FIG. 25 is a view similar to FIG. 16 although with a bottle having a removable cap and a closure seal;

FIG. 26 is a view similar to FIG. 22 although with a bottle having a removable cap and a closure seal;

FIG. 27 is a view similar to FIG. 14, but of another adapter that may be used with the present invention;

FIG. 28 is a view similar to FIG. 23 with the adapter of FIG. 27;

FIG. 29 is a view similar to FIG. 25 with the adapter of FIG. 27;

FIG. 30 is a view similar to FIG. 17, showing the bottle-tray interface of another embodiment of a dispenser according to the invention;

FIG. 31 is a view similar to FIG. 10, showing the bottle-tray interface and a cap that may be used with the dispenser of FIG. 30;

FIG. 32 is a view similar to FIG. 10, showing another bottle cap for use with the invention;

FIG. 33 is a view similar to FIG. 32, showing yet another bottle cap for use with the invention;

FIG. 34A is a perspective view of an alternative valve plate suitable for use with the invention of FIG. 30;

FIG. 34B is a perspective view of another alternative valve plate suitable for use with the invention of FIG. 30;

FIG. 34C is a perspective view of yet another alternative valve plate suitable for use with the invention of FIG. 30;

FIG. 34D is a perspective view of still another alternative valve plate suitable for use with the invention of FIG. 30; and

FIG. 34E is a perspective view of yet another alternative valve plate suitable for use with the invention of FIG. 30.

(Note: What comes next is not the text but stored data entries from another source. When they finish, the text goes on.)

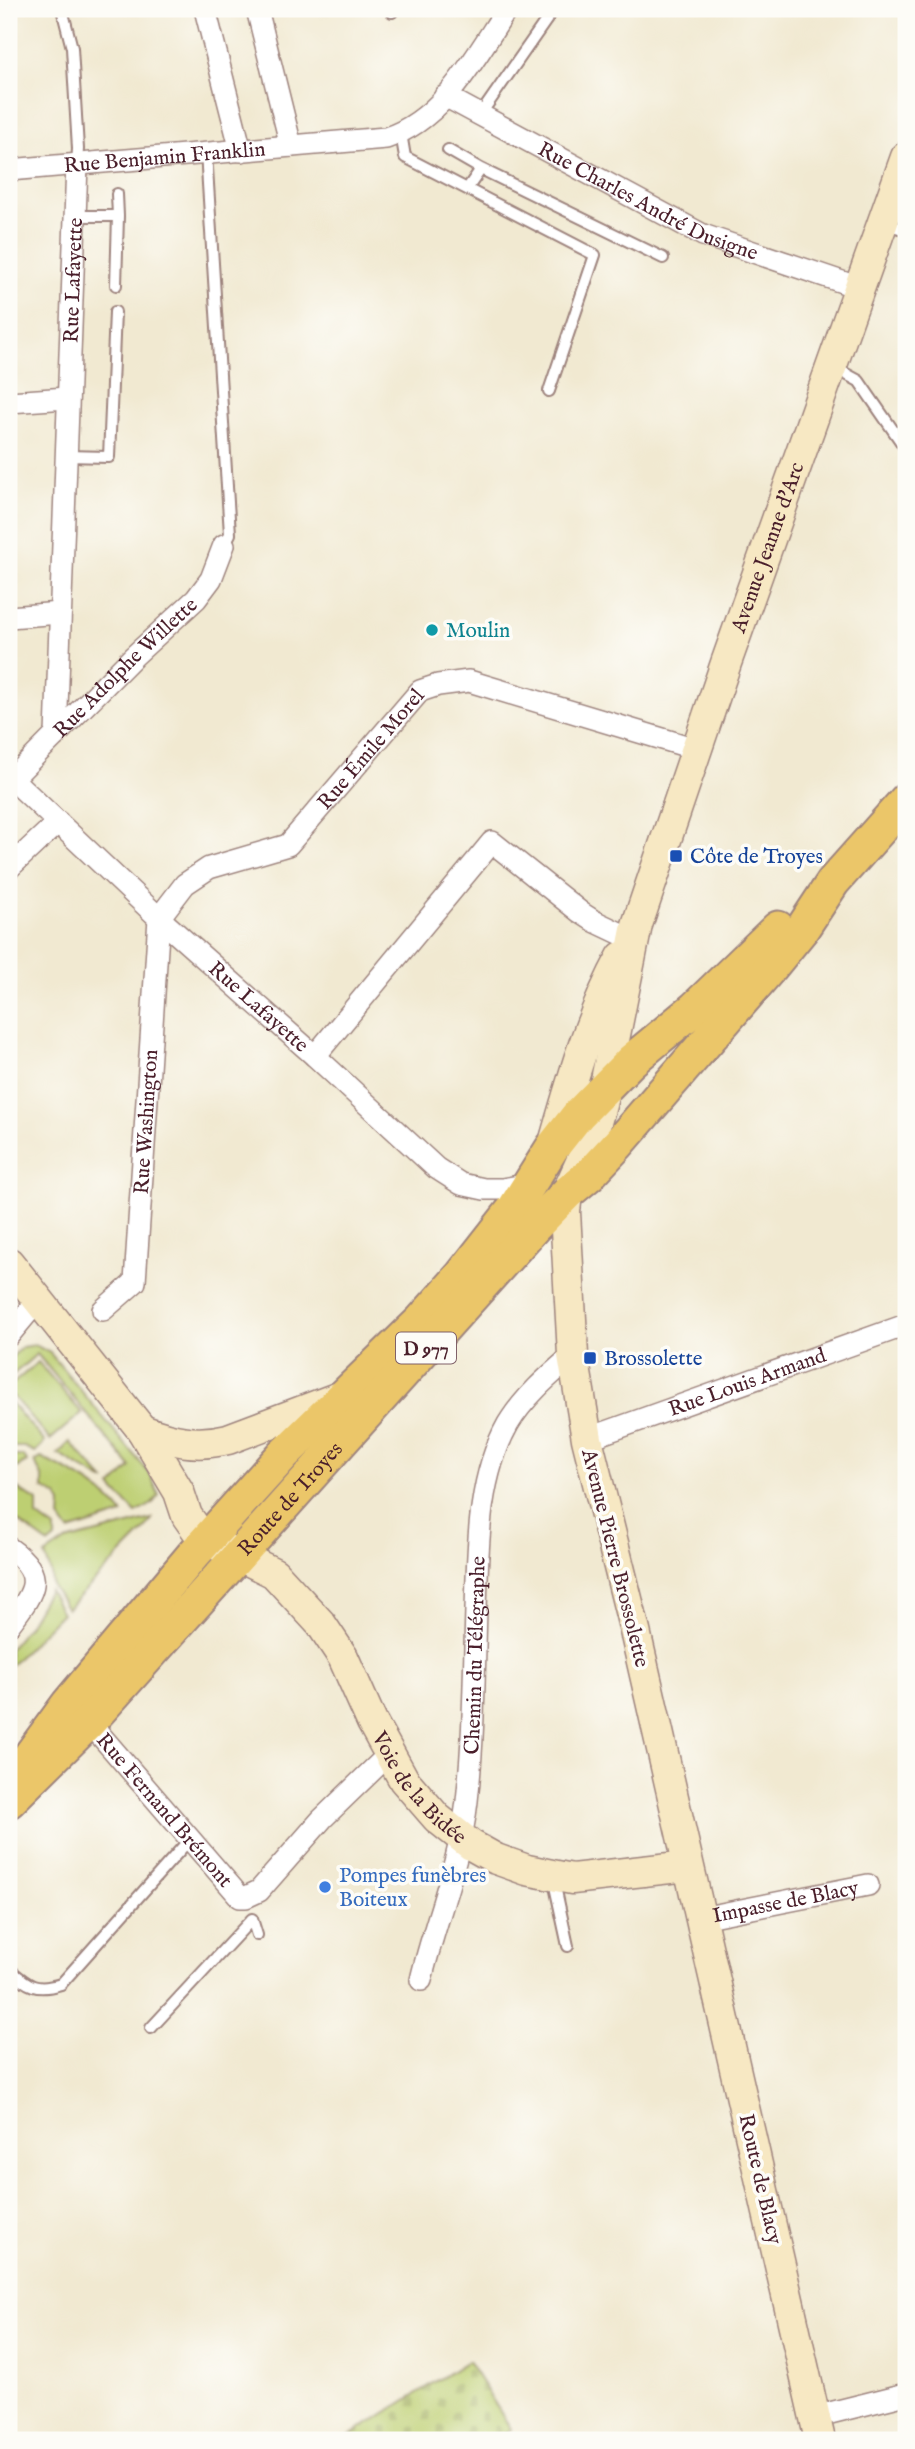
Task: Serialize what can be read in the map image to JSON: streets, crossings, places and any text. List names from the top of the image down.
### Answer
{
  "streets": {
    "main road": [
      "Avenue Jeanne d'Arc",
      "D 977",
      "Route de Troyes",
      "Avenue Pierre Brossolette",
      "Voie de la Bidée",
      "Route de Blacy"
    ],
    "street": [
      "Rue Benjamin Franklin",
      "Rue Charles André Dusigne",
      "Rue Lafayette",
      "Rue Adolphe Willette",
      "Rue Émile Morel",
      "Rue Washington",
      "Rue Louis Armand",
      "Chemin du Télégraphe",
      "Rue Fernand Brémont",
      "Impasse de Blacy"
    ]
  },
  "crossings": [
    ["Rue Benjamin Franklin", "Rue Lafayette"],
    ["Rue Charles André Dusigne", "Avenue Jeanne d'Arc"],
    ["Rue Lafayette", "Rue Adolphe Willette"],
    ["Rue Lafayette", "Rue Émile Morel"],
    ["Rue Lafayette", "Rue Washington"],
    ["Rue Lafayette", "D 977"],
    ["Avenue Jeanne d'Arc", "Rue Émile Morel"],
    ["Avenue Jeanne d'Arc", "D 977"],
    ["Avenue Jeanne d'Arc", "Route de Troyes"],
    ["Avenue Jeanne d'Arc", "Avenue Pierre Brossolette"],
    ["Rue Émile Morel", "Rue Washington"],
    ["D 977", "Route de Troyes"],
    ["D 977", "Avenue Pierre Brossolette"],
    ["D 977", "Voie de la Bidée"],
    ["Rue Louis Armand", "Avenue Pierre Brossolette"],
    ["Route de Troyes", "Avenue Pierre Brossolette"],
    ["Route de Troyes", "Voie de la Bidée"],
    ["Route de Troyes", "Rue Fernand Brémont"],
    ["Avenue Pierre Brossolette", "Chemin du Télégraphe"],
    ["Avenue Pierre Brossolette", "Voie de la Bidée"],
    ["Avenue Pierre Brossolette", "Impasse de Blacy"],
    ["Avenue Pierre Brossolette", "Route de Blacy"],
    ["Chemin du Télégraphe", "Voie de la Bidée"],
    ["Voie de la Bidée", "Rue Fernand Brémont"],
    ["Impasse de Blacy", "Route de Blacy"]
  ],
  "places": {
    "other": ["Moulin", "Pompes funèbres Boiteux"],
    "transit": ["Côte de Troyes", "Brossolette"]
  }
}
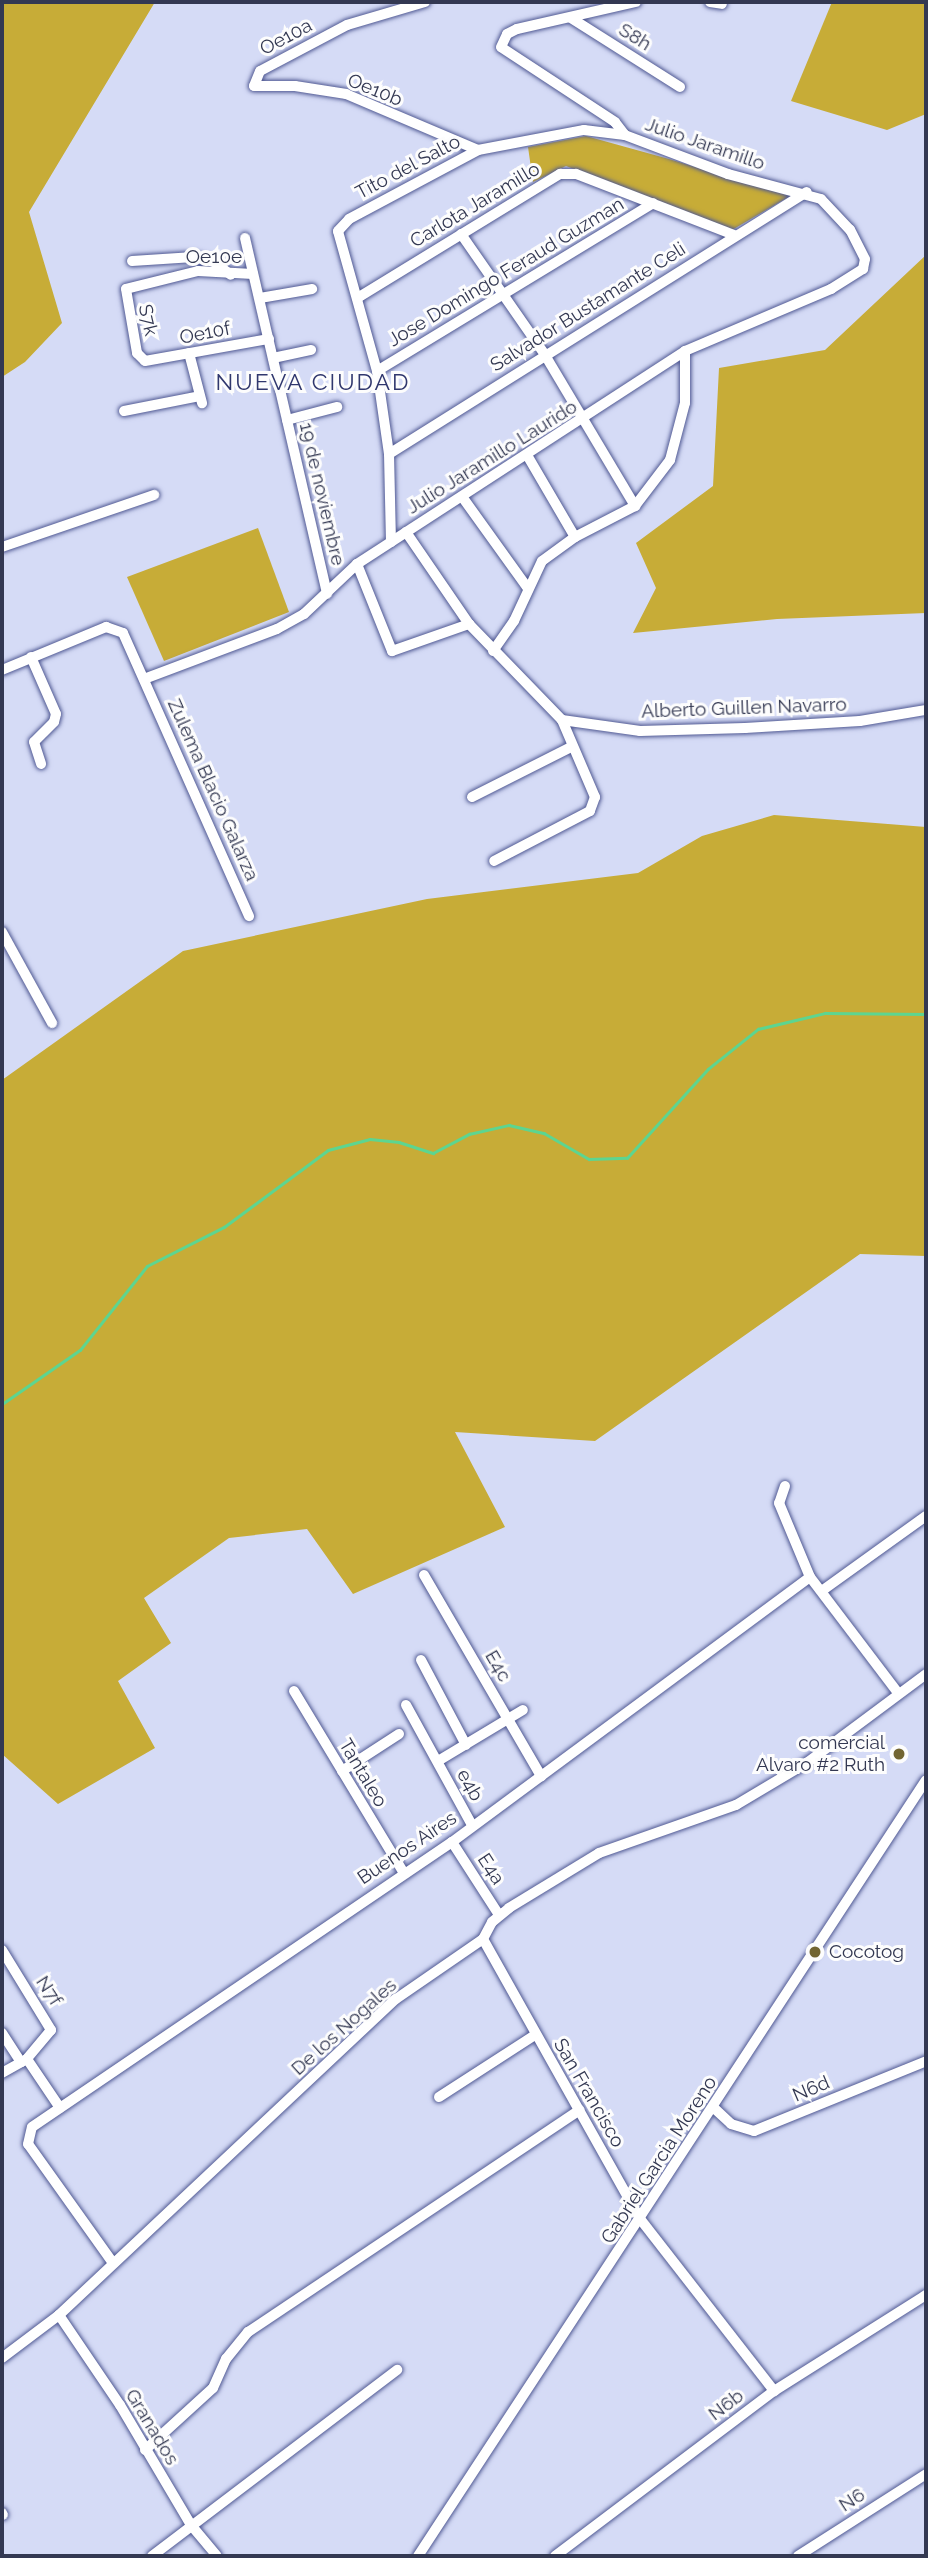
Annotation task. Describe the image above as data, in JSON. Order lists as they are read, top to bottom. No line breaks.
{"streets":{"street":["Oe10a","S8h","Oe10b","Julio Jaramillo","Tito del Salto","Carlota Jaramillo","Oe10e","Jose Domingo Feraud Guzman","Salvador Bustamante Celi","S7k","Oe10f","Julio Jaramillo Laurido","19 de noviembre","Alberto Guillen Navarro","Zulema Blacio Galarza","E4c","Tantaleo","e4b","Buenos Aires","E4a","N7f","De los Nogales","N6d","San Francisco","Gabriel Garcia Moreno","N6b","Granados","N6"]},"crossings":[["Oe10a","Oe10b"],["S8h","Julio Jaramillo"],["Oe10b","Tito del Salto"],["Julio Jaramillo","Tito del Salto"],["Julio Jaramillo","Salvador Bustamante Celi"],["Julio Jaramillo","Julio Jaramillo Laurido"],["Tito del Salto","Carlota Jaramillo"],["Carlota Jaramillo","Jose Domingo Feraud Guzman"],["Carlota Jaramillo","Salvador Bustamante Celi"],["Oe10e","S7k"],["Oe10e","19 de noviembre"],["Salvador Bustamante Celi","Julio Jaramillo Laurido"],["S7k","Oe10f"],["Oe10f","19 de noviembre"],["Julio Jaramillo Laurido","19 de noviembre"],["Julio Jaramillo Laurido","Zulema Blacio Galarza"],["E4c","Buenos Aires"],["Tantaleo","Buenos Aires"],["e4b","Buenos Aires"],["Buenos Aires","E4a"],["Buenos Aires","De los Nogales"],["E4a","De los Nogales"],["De los Nogales","San Francisco"],["De los Nogales","Granados"],["N6d","Gabriel Garcia Moreno"],["San Francisco","Gabriel Garcia Moreno"],["San Francisco","N6b"]],"districts":["NUEVA CIUDAD"],"places":["comercial Alvaro #2 Ruth","Cocotog"]}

DETAILED DESCRIPTION OF THE INVENTION

As background, we describe an earlier prototype of an automated sprayer generally referred to in the figures by reference number 20. With particular reference to FIGS. 1-2B, the sprayer 20 includes as main components a bottle 22, a housing 24 with an adjustable hanger 26, a pump 28, a drive mechanism 30, a spray head 32 and a control circuit 34. The sprayer is typically suspended via the hanger from a shower spout or the like and then activated via a button 35 at the front of the sprayer to rotate a spray head and pump cleanser from the bottle out of the spray head during a spray cycle of a prescribed time period, after which dispensing is automatically terminated.

The exterior of the sprayer is defined by the housing 24, which can be molded from, for example, plastic by any suitable technique and consists primarily of two pieces, a receptacle 36 and a hanger tower 38 that easily snaps into a pocket in the receptacle. This allows the sprayer to be shipped and stored in a compact package with minimal assembly by the consumer. The hanger tower 38 is an upright member defining a cavity in which the elongated body of the hanger 26 fits through an opening 40 at its upper end. The upper end of the hanger tower 38 has two oval openings 42 vertically spaced apart.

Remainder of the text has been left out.